Cost of a mortgage ‘potentially £800 per year more expensive than in October’

A mortgage expert has explained how some homeowners may be able to ‘get ahead’ of further interest rate rises.

A homeowner looking to remortgage could potentially end up paying around £800 per year more than they would have done just five months ago, according to L&C Mortgages (Dominic Lipinski/PA)
A homeowner looking to remortgage could potentially end up paying around £800 per year more than they would have done just five months ago, according to L&C Mortgages (Dominic Lipinski/PA)

A homeowner looking to remortgage could potentially end up paying around £800 per year more than they would have done just five months ago, according to analysis.

Mortgage adviser L&C based the calculations on several assumptions, including that someone with 40% equity in their home was looking for a two-year fixed-rate deal and paying a £150,000 loan back over 25 years.

Bank of England figures showed this week that remortgage loans jumped towards the end of last year as a proportion of overall mortgage lending.

Experts suggested homeowners were looking to lock into cheap deals in the final quarter of 2021, before higher rates took hold.

L&C averaged out the lowest remortgage rates on offer from major lenders to make its findings.
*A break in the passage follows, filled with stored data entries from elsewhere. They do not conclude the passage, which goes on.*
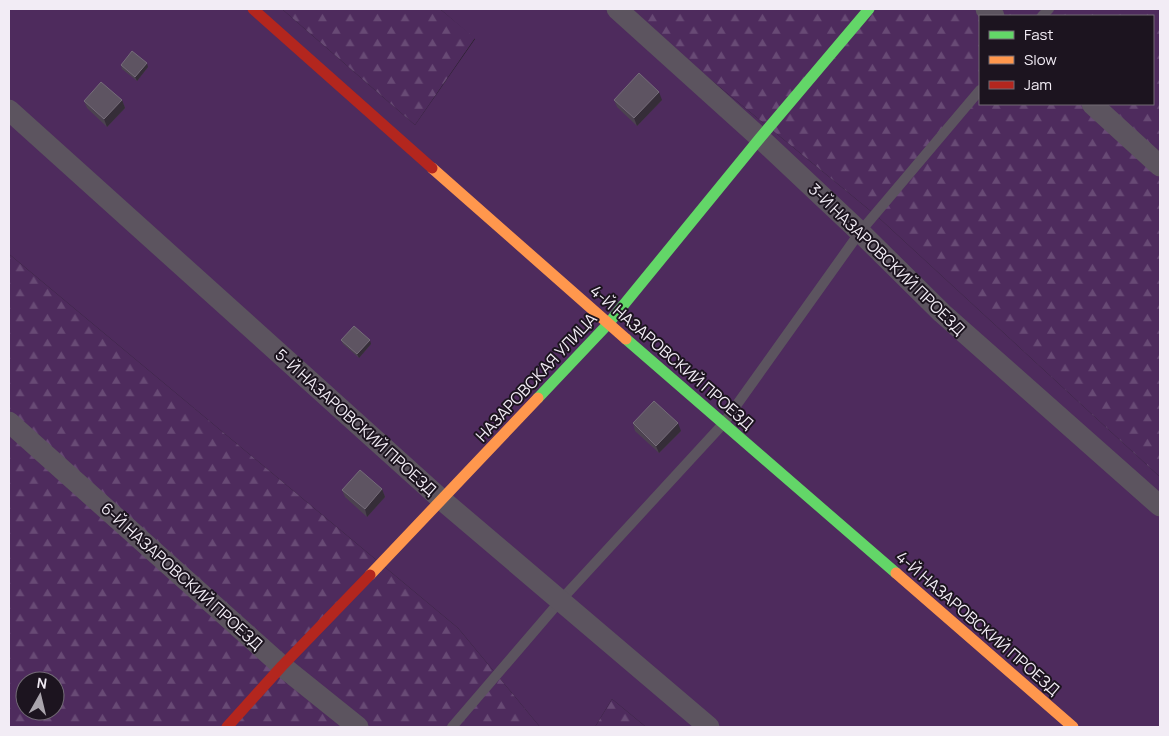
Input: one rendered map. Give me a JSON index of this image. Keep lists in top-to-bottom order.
{
  "streets": {
    "street": [
      "3-Й НАЗАРОВСКИЙ ПРОЕЗД",
      "4-Й НАЗАРОВСКИЙ ПРОЕЗД",
      "НАЗАРОВСКАЯ УЛИЦА",
      "5-Й НАЗАРОВСКИЙ ПРОЕЗД",
      "6-Й НАЗАРОВСКИЙ ПРОЕЗД"
    ]
  },
  "crossings": [
    ["3-Й НАЗАРОВСКИЙ ПРОЕЗД", "НАЗАРОВСКАЯ УЛИЦА"],
    ["4-Й НАЗАРОВСКИЙ ПРОЕЗД", "НАЗАРОВСКАЯ УЛИЦА"],
    ["НАЗАРОВСКАЯ УЛИЦА", "5-Й НАЗАРОВСКИЙ ПРОЕЗД"],
    ["НАЗАРОВСКАЯ УЛИЦА", "6-Й НАЗАРОВСКИЙ ПРОЕЗД"]
  ],
  "legend": ["Fast", "Slow", "Jam"],
  "north": "top"
}
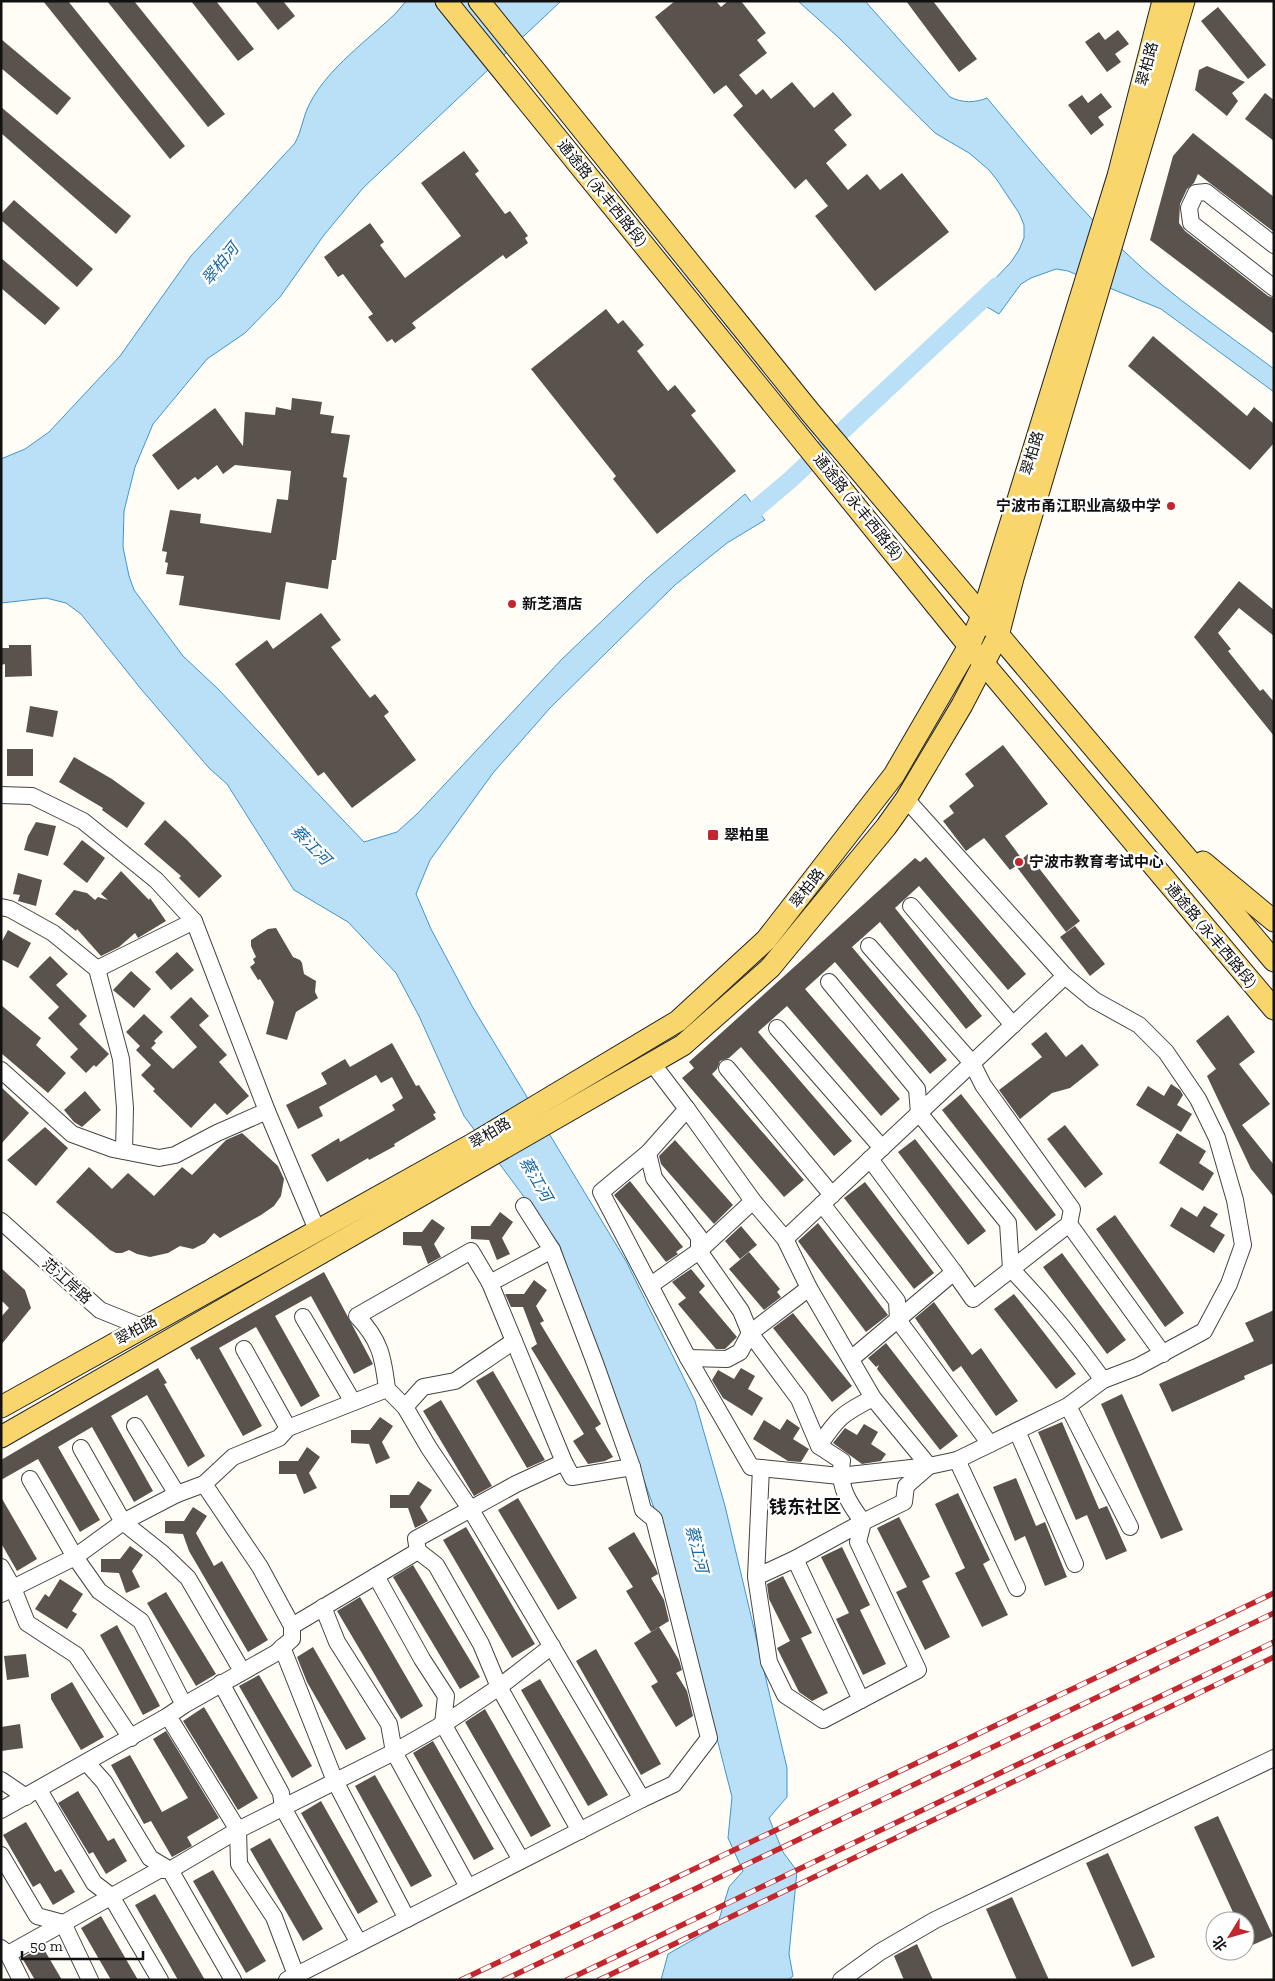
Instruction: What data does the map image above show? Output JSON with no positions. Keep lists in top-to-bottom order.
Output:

Rates are moving quickly though and deals rapidly come and go, often only lasting a matter of days before being replaced with higher rates

David Hollingworth, L&C Mortgages

It calculated that, back in October 2021, when rates were at a low point, a borrower could have been paying just over £557 per month for a two-year fixed-rate deal.

If they were remortgaging now, they could face paying just over £627 – a difference of around £70 per month – adding up to around £840 per year in extra costs.

Mortgage deals are only hanging around on the market for days in some cases, but borrowers may not realise they may be able to apply for them up to six months before their current deal ends, L&C said.

It said lenders’ offers are typically valid for three to six months, enabling an application to be made – even though an early repayment charge may remain in force for several months.

David Hollingworth, associate director at L&C Mortgages, said: “Mortgage rates have been shifting rapidly as lenders are forced to adapt to the impact of market expectation of higher rates on their funding costs.

“The sheer pace of change is something that could take borrowers by surprise, especially when the cost of living and other outgoings such as energy are already rising too.

“Fixed rates are still at historically attractive levels so borrowers should review their current deal to make sure that they are on the best deal and protecting their position, especially against a backdrop of rocketing outgoings and further potential increases in base rate.

“Rates are moving quickly though and deals rapidly come and go, often only lasting a matter of days before being replaced with higher rates.

“Borrowers can lock in at a current rate up to six months ahead giving the chance to review well ahead and ensure a smooth switch over when their current deal ends. That could help them get ahead of any further rate rises.”